YOUR GOAL: In the entries below, find each line with the string "length" and copy it.

☆ ☆ ☆ ☆ ☆ ☆ ☆

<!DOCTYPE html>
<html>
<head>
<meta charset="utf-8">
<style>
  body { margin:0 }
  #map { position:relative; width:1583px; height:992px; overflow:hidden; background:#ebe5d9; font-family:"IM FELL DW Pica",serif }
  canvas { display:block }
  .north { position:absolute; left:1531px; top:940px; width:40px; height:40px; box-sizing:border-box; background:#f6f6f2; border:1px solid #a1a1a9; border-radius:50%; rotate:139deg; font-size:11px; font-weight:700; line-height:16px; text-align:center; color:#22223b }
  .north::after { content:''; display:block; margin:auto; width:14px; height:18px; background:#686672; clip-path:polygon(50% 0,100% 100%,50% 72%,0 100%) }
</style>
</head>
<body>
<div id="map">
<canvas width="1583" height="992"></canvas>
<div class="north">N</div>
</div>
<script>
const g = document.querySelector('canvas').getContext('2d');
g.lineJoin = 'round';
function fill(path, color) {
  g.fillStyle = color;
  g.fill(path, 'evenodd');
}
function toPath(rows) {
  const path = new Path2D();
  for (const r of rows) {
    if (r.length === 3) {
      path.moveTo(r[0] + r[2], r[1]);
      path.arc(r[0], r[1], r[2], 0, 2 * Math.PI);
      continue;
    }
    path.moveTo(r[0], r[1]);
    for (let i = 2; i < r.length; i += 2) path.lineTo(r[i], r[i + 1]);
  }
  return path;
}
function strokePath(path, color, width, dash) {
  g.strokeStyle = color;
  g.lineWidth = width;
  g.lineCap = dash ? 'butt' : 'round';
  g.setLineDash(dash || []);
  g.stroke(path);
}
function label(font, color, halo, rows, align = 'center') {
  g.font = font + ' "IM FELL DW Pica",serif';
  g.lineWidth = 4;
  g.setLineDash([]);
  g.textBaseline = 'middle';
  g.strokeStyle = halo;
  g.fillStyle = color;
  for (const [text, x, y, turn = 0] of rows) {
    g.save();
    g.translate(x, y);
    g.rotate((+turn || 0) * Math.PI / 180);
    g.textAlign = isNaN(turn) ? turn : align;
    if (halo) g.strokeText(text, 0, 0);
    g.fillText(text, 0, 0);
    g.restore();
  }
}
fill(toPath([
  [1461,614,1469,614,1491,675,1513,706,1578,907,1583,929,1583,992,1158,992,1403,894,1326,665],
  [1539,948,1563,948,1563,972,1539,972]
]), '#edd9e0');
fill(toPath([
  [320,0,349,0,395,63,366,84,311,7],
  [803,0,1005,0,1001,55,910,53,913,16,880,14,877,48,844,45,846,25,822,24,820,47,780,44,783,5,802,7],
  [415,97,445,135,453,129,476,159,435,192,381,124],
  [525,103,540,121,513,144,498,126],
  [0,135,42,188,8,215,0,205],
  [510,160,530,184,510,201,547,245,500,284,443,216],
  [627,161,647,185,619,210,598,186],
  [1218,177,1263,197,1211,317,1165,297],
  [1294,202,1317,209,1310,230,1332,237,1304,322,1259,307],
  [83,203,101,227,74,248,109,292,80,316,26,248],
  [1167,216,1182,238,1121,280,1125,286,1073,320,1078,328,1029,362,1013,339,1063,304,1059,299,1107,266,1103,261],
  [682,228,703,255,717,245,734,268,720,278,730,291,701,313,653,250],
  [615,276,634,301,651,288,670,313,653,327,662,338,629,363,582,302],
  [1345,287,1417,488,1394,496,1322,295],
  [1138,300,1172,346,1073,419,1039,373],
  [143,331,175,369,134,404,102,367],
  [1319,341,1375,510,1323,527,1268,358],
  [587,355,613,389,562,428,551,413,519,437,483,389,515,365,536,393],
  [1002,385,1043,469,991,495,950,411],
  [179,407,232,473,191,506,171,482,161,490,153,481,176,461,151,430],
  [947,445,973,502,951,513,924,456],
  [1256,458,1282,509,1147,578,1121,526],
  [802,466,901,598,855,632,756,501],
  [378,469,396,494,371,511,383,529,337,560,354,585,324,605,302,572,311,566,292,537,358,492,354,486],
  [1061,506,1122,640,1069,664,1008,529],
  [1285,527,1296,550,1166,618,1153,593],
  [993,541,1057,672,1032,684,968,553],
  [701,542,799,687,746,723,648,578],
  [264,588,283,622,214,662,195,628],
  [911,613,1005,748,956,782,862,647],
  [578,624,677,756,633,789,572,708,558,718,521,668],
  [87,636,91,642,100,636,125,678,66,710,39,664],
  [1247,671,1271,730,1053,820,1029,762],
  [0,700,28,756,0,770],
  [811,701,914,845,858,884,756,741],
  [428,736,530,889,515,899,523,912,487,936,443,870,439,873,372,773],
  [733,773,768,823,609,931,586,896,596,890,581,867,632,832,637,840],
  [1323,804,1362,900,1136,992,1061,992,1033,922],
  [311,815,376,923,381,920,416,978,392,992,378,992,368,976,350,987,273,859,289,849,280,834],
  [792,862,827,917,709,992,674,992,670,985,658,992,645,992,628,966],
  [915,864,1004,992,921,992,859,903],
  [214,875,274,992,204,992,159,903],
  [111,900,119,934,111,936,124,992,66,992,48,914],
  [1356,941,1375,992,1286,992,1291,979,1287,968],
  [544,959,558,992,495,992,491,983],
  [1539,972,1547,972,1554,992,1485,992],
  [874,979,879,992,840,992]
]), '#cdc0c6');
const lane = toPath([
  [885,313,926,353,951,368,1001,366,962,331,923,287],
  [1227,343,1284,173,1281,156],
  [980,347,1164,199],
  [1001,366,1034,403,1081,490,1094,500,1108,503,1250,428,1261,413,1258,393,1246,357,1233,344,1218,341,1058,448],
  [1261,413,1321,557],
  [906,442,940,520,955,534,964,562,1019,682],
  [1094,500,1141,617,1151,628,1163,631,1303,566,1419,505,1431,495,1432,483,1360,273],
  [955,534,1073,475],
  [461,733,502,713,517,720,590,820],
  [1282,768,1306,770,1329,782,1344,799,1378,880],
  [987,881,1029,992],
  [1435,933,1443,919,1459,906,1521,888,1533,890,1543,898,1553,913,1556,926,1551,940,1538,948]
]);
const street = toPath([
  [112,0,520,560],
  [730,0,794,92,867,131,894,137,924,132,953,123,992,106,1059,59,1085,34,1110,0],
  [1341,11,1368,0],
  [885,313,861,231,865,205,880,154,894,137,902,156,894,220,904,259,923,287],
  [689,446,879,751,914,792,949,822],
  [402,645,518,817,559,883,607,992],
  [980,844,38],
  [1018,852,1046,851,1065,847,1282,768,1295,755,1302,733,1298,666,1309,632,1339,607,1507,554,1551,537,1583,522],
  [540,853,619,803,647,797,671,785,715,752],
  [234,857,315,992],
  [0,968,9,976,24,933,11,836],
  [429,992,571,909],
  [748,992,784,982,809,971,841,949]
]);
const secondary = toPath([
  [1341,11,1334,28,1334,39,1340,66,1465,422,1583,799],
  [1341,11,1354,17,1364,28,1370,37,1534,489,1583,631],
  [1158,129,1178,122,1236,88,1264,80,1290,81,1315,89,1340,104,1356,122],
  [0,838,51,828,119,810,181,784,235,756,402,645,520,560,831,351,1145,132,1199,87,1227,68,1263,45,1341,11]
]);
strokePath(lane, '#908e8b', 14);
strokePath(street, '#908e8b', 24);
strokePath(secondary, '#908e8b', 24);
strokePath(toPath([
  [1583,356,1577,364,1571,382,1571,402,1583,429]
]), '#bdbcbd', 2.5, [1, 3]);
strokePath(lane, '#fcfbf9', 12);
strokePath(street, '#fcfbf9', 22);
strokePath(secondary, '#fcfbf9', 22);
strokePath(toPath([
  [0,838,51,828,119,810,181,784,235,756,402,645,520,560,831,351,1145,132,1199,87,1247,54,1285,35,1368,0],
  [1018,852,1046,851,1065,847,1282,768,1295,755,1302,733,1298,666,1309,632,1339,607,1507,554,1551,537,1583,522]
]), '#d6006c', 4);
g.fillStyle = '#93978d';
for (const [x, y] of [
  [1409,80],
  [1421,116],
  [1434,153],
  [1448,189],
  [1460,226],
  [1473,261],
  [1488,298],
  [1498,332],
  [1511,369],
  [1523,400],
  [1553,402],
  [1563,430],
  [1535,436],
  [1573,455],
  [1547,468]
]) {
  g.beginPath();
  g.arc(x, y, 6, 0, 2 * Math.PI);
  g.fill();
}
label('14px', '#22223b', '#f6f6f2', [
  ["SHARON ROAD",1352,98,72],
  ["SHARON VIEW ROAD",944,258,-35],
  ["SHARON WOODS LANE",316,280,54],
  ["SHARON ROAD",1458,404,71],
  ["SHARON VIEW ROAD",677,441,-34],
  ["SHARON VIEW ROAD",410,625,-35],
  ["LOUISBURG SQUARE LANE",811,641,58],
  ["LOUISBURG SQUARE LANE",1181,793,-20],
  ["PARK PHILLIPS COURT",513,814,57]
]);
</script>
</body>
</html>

☆ ☆ ☆ ☆ ☆ ☆ ☆

EXERCISE ANSWER:
    if (r.length === 3) {
    for (let i = 2; i < r.length; i += 2) path.lineTo(r[i], r[i + 1]);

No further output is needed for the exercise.